EXERCISE DIRECTIONS
Word for word, repeat everything in the records below except the pictures.

GIVEN RECORDS
[Start of Attachment]
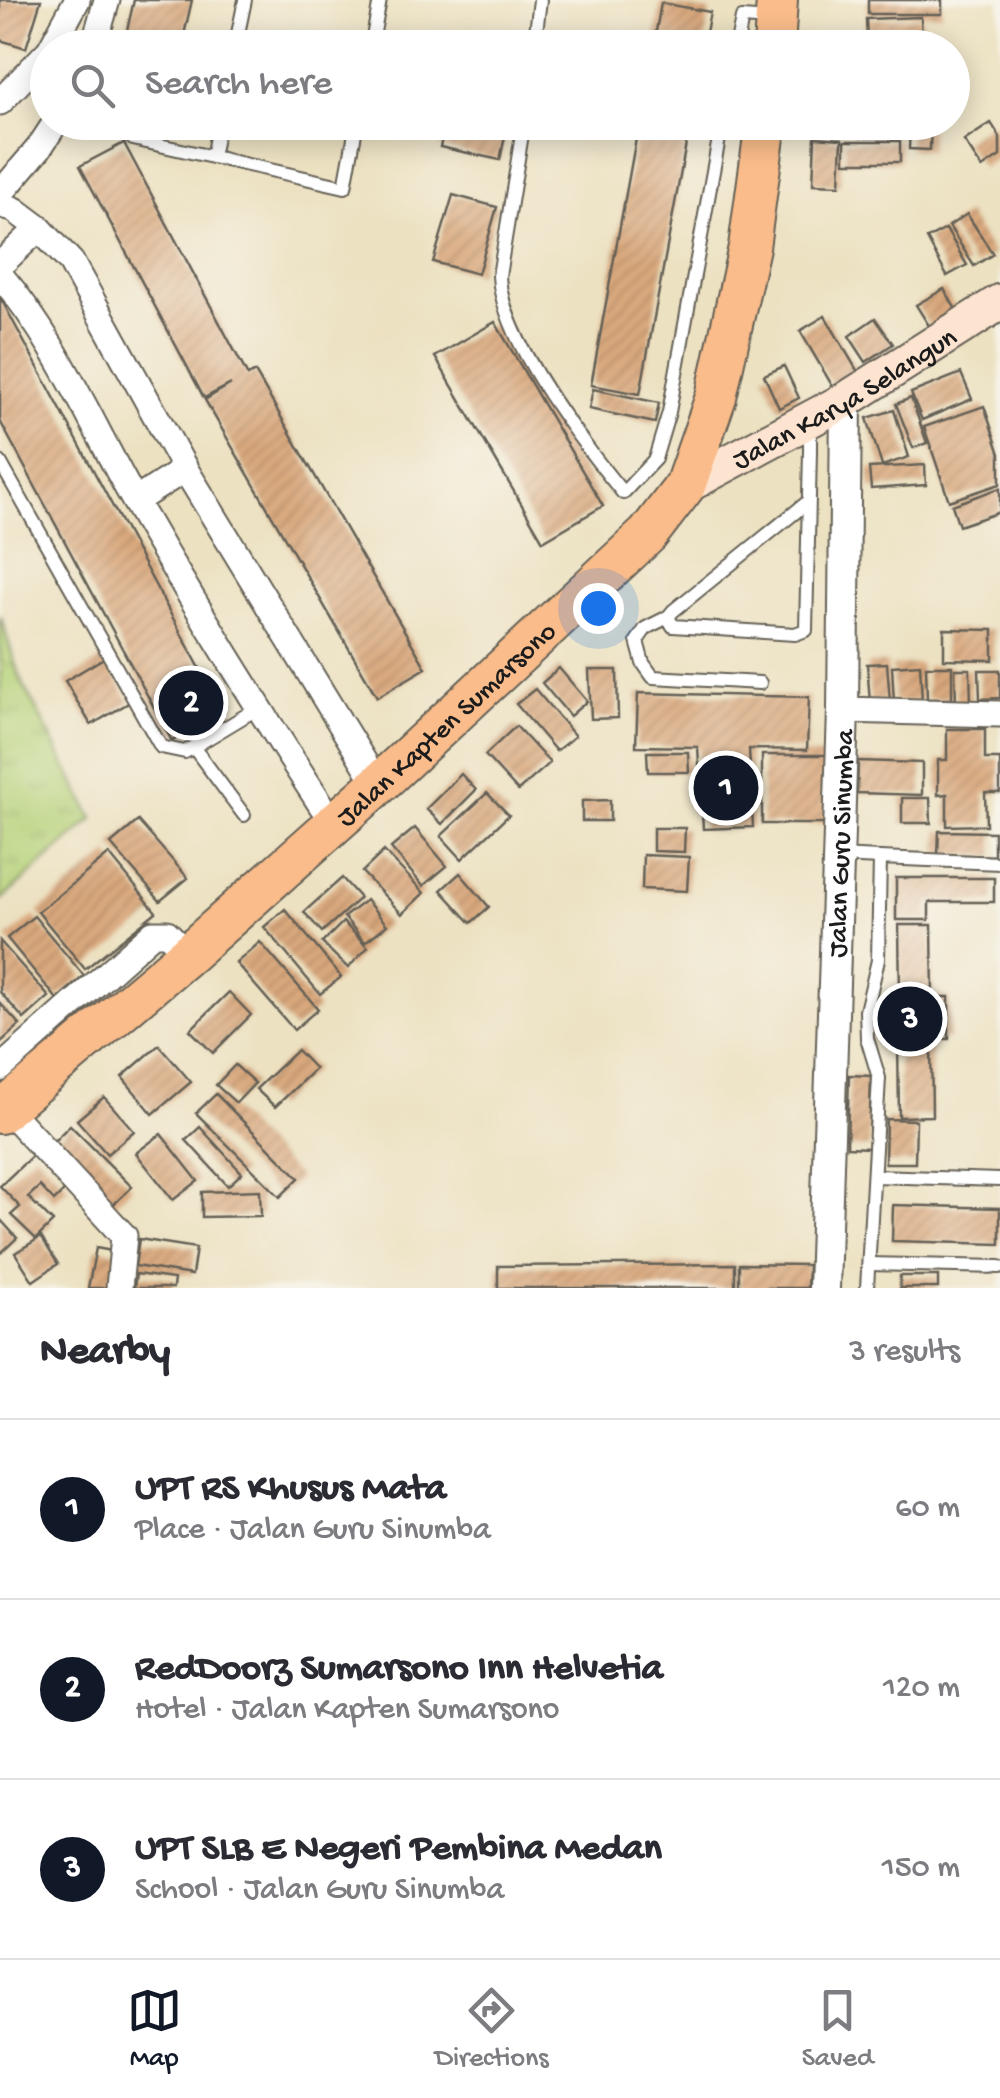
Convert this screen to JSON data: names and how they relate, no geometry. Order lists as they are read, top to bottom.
{
  "streets": {
    "highway": ["Jalan Kapten Sumarsono"],
    "main road": ["Jalan Karya Selangun"],
    "street": ["Jalan Guru Sinumba"]
  },
  "crossings": [
    ["Jalan Karya Selangun", "Jalan Kapten Sumarsono"],
    ["Jalan Karya Selangun", "Jalan Guru Sinumba"]
  ],
  "page": {
    "search": "Search here",
    "pins": ["2", "1", "3"],
    "heading": ["Nearby", "3 results"],
    "list": [
      {
        "mark": "1",
        "name": "UPT RS Khusus Mata",
        "note": "Place · Jalan Guru Sinumba",
        "value": "60 m"
      },
      {
        "mark": "2",
        "name": "RedDoorz Sumarsono Inn Helvetia",
        "note": "Hotel · Jalan Kapten Sumarsono",
        "value": "120 m"
      },
      {
        "mark": "3",
        "name": "UPT SLB E Negeri Pembina Medan",
        "note": "School · Jalan Guru Sinumba",
        "value": "150 m"
      }
    ],
    "nav": ["Map", "Directions", "Saved"]
  }
}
[End of Attachment]
ANSWER TO THIS PROBLEM
Convert this screen to JSON data: names and how they relate, no geometry. Order lists as they are read, top to bottom.
{
  "streets": {
    "highway": ["Jalan Kapten Sumarsono"],
    "main road": ["Jalan Karya Selangun"],
    "street": ["Jalan Guru Sinumba"]
  },
  "crossings": [
    ["Jalan Karya Selangun", "Jalan Kapten Sumarsono"],
    ["Jalan Karya Selangun", "Jalan Guru Sinumba"]
  ],
  "page": {
    "search": "Search here",
    "pins": ["2", "1", "3"],
    "heading": ["Nearby", "3 results"],
    "list": [
      {
        "mark": "1",
        "name": "UPT RS Khusus Mata",
        "note": "Place · Jalan Guru Sinumba",
        "value": "60 m"
      },
      {
        "mark": "2",
        "name": "RedDoorz Sumarsono Inn Helvetia",
        "note": "Hotel · Jalan Kapten Sumarsono",
        "value": "120 m"
      },
      {
        "mark": "3",
        "name": "UPT SLB E Negeri Pembina Medan",
        "note": "School · Jalan Guru Sinumba",
        "value": "150 m"
      }
    ],
    "nav": ["Map", "Directions", "Saved"]
  }
}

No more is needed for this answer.